Reports: FDA sets striking different food standards for the U.S. compared to Europe

by WorldTribune Staff, July 10, 2023

U.S. chicken is banned in the European Union because it is washed with chlorine.

Washing chicken in chlorine and other disinfectants to remove harmful bacteria was a practice banned by the European Union in 1997 over food safety concerns.

Consuming chlorine itself is not what the EU is worried about. In 2005 the European Food Safety Authority said that “exposure to chlorite residues arising from treated poultry carcasses would be of no safety concern.” Chlorine-rinsed bagged salads are common in the UK and other countries in the EU.

The EU does believe, reports say, that relying on a chlorine rinse at the end of the meat production process could be a way of compensating for poor hygiene standards — such as dirty or crowded abattoirs or slaughterhouses.

Most U.S. corn is banned in much of the world because it is sprayed with atrazine, which, based on animal feeding studies, has been classified as a “possible” cancer-causing agent.

“It’s almost as if the FDA and U.S. food industry want their citizens fat, sick and dying,” engineer Jason Premo wrote in a July 7 LinkedIn analysis.

“And frankly, that’s what most of us are based on data from CDC regarding obesity, diabetes, and other disease with strong correlation to personal diet and lifestyle.”
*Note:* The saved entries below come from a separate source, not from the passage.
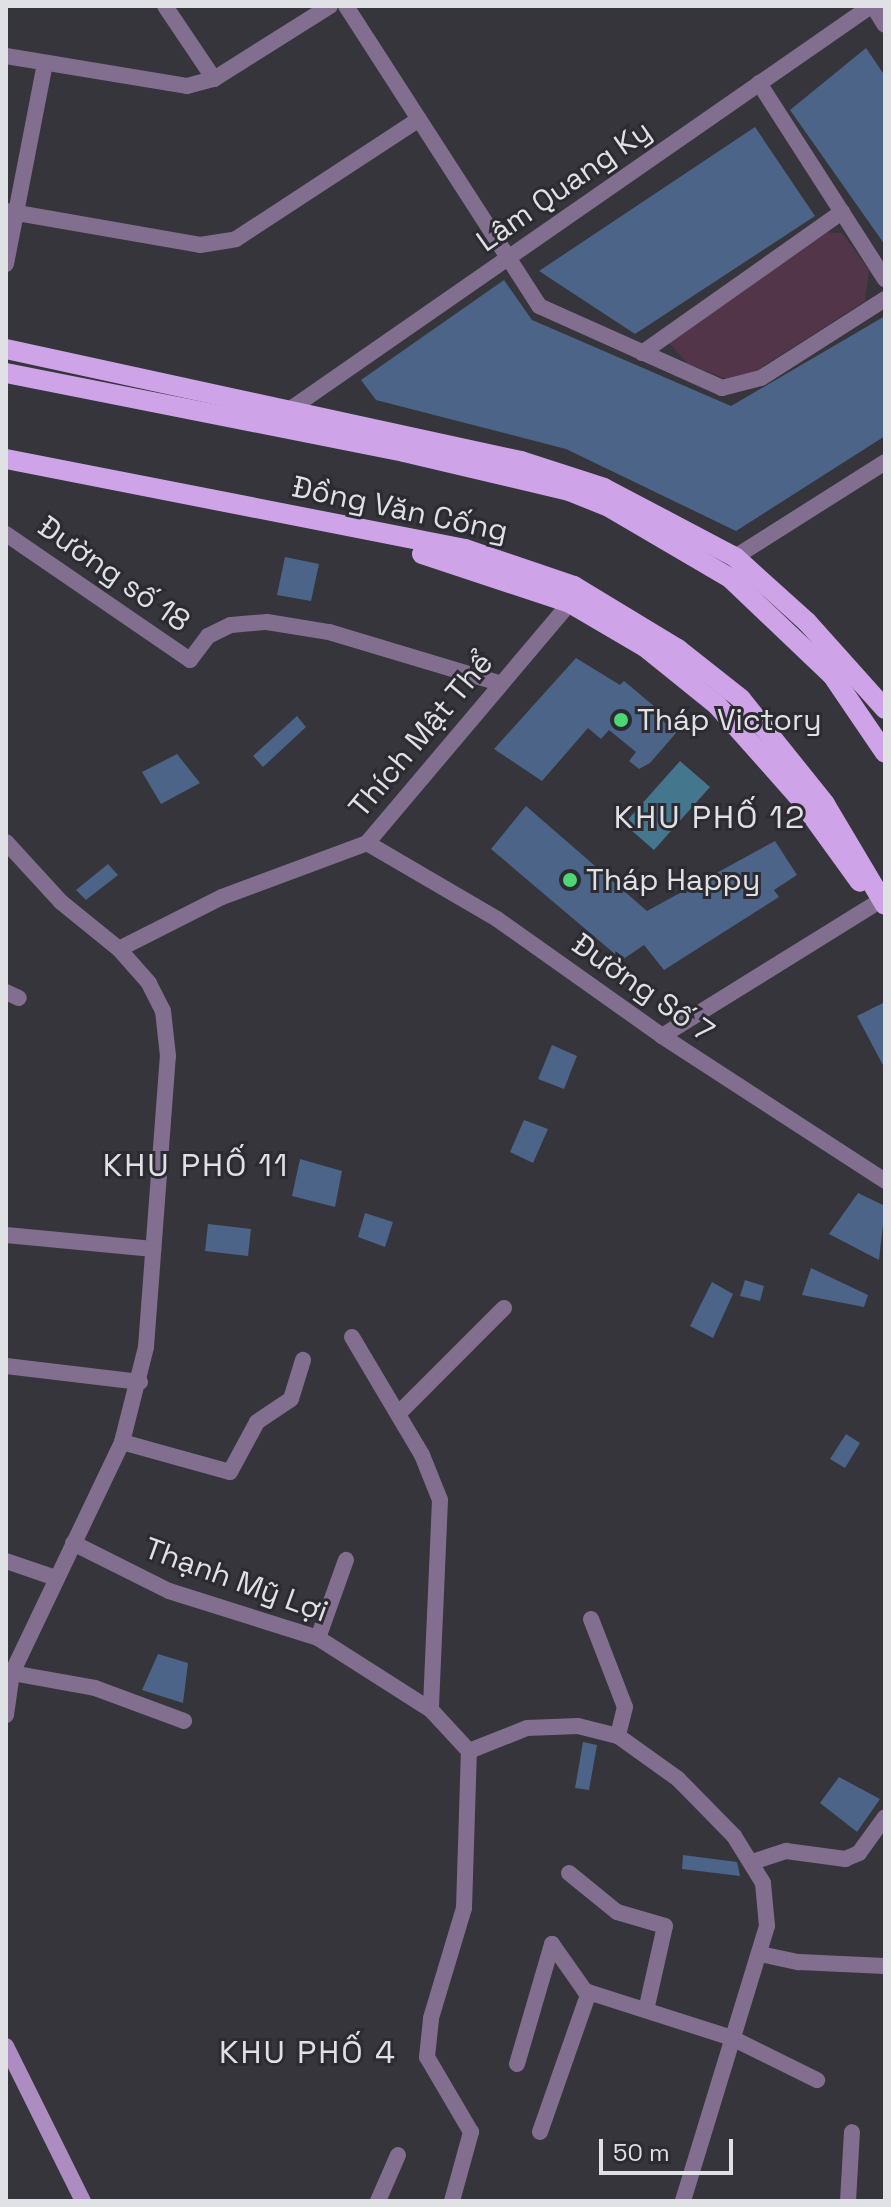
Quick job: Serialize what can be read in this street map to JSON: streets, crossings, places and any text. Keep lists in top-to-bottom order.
{
  "streets": {
    "main road": ["Đồng Văn Cống"],
    "street": [
      "Lâm Quang Ky",
      "Đường số 18",
      "Thích Mật Thể",
      "Đường Số 7",
      "Thạnh Mỹ Lợi"
    ]
  },
  "crossings": [
    ["Lâm Quang Ky", "Đồng Văn Cống"],
    ["Đồng Văn Cống", "Thích Mật Thể"],
    ["Đường số 18", "Thích Mật Thể"],
    ["Thích Mật Thể", "Đường Số 7"]
  ],
  "districts": ["KHU PHỐ 12", "KHU PHỐ 11", "KHU PHỐ 4"],
  "places": ["Tháp Victory", "Tháp Happy"],
  "scale_bar": "50 m"
}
Premo listed other categories of food products that are available for consumption in the U.S. that are generally banned in Europe and much of the rest of the world:

• Hormone-treated beef: The EU bans the import of hormone-treated beef. The EU argues that hormone residues in beef might affect human health, causing things like developmental issues, cancer, and endocrine disruption.

• Genetically Modified Organisms (GMOs): While not completely banned, the EU has much stricter regulations concerning the importation, production, and sale of GMOs compared to the United States. There is strong public opposition to GMOs in many European countries, leading to stringent controls and labeling requirements. Some genetically modified crops, particularly certain types of corn and soy, are grown widely in the U.S. but face significant restrictions in the EU.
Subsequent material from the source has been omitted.